(DATASET CONTENT Opens)

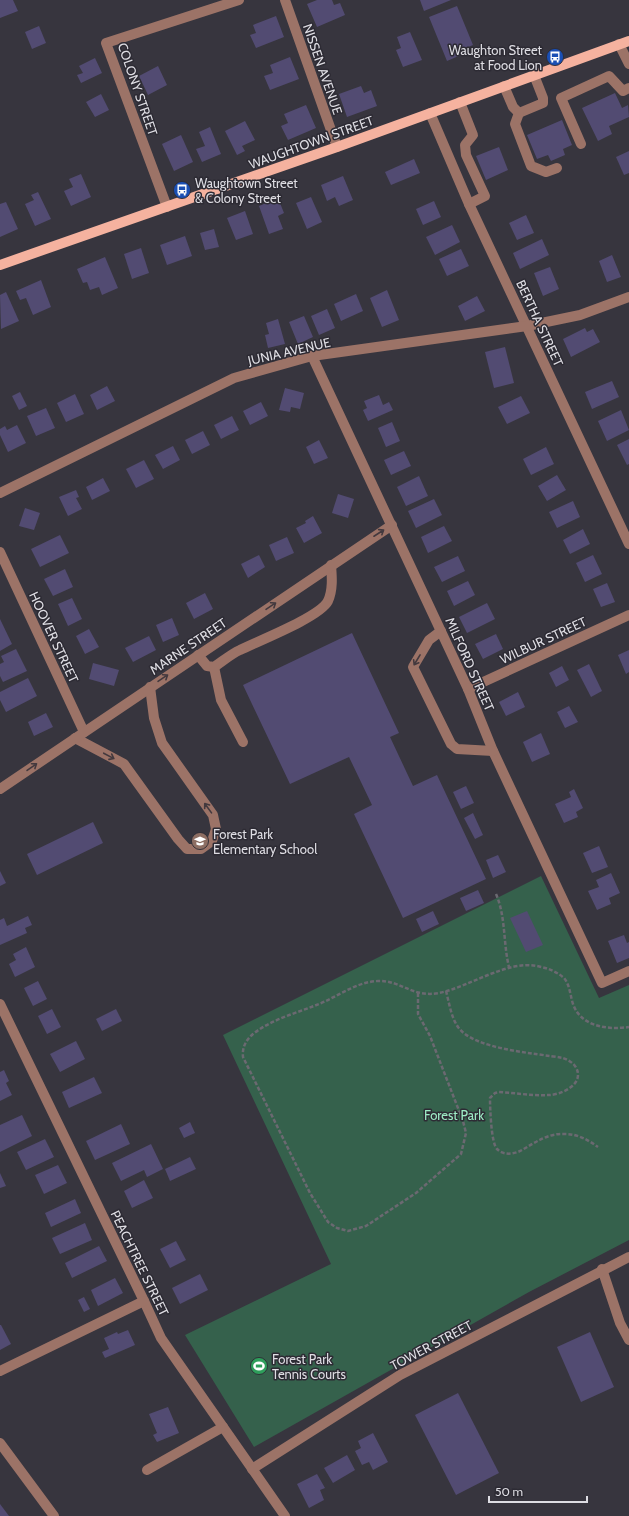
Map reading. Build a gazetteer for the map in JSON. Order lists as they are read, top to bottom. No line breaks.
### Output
{"streets":{"main road":["WAUGHTOWN STREET"],"street":["NISSEN AVENUE","COLONY STREET","BERTHA STREET","JUNIA AVENUE","HOOVER STREET","WILBUR STREET","MARNE STREET","MILFORD STREET","PEACHTREE STREET","TOWER STREET"]},"crossings":[["NISSEN AVENUE","WAUGHTOWN STREET"],["COLONY STREET","WAUGHTOWN STREET"],["WAUGHTOWN STREET","BERTHA STREET"],["BERTHA STREET","JUNIA AVENUE"],["JUNIA AVENUE","MILFORD STREET"],["HOOVER STREET","MARNE STREET"],["WILBUR STREET","MILFORD STREET"],["MARNE STREET","MILFORD STREET"],["PEACHTREE STREET","TOWER STREET"]],"parks":["Forest Park"],"places":{"bus stop":["Waughton Street at Food Lion","Waughtown Street & Colony Street"],"school or university":["Forest Park Elementary School"],"sports":["Forest Park Tennis Courts"]},"scale_bar":"50 m"}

(DATASET CONTENT Closes)

**TASK BRIEF**
Pictures stay out of the copy; print the material above exactly.

**SOLUTION TO THIS PROBLEM**
Map reading. Build a gazetteer for the map in JSON. Order lists as they are read, top to bottom. No line breaks.
### Output
{"streets":{"main road":["WAUGHTOWN STREET"],"street":["NISSEN AVENUE","COLONY STREET","BERTHA STREET","JUNIA AVENUE","HOOVER STREET","WILBUR STREET","MARNE STREET","MILFORD STREET","PEACHTREE STREET","TOWER STREET"]},"crossings":[["NISSEN AVENUE","WAUGHTOWN STREET"],["COLONY STREET","WAUGHTOWN STREET"],["WAUGHTOWN STREET","BERTHA STREET"],["BERTHA STREET","JUNIA AVENUE"],["JUNIA AVENUE","MILFORD STREET"],["HOOVER STREET","MARNE STREET"],["WILBUR STREET","MILFORD STREET"],["MARNE STREET","MILFORD STREET"],["PEACHTREE STREET","TOWER STREET"]],"parks":["Forest Park"],"places":{"bus stop":["Waughton Street at Food Lion","Waughtown Street & Colony Street"],"school or university":["Forest Park Elementary School"],"sports":["Forest Park Tennis Courts"]},"scale_bar":"50 m"}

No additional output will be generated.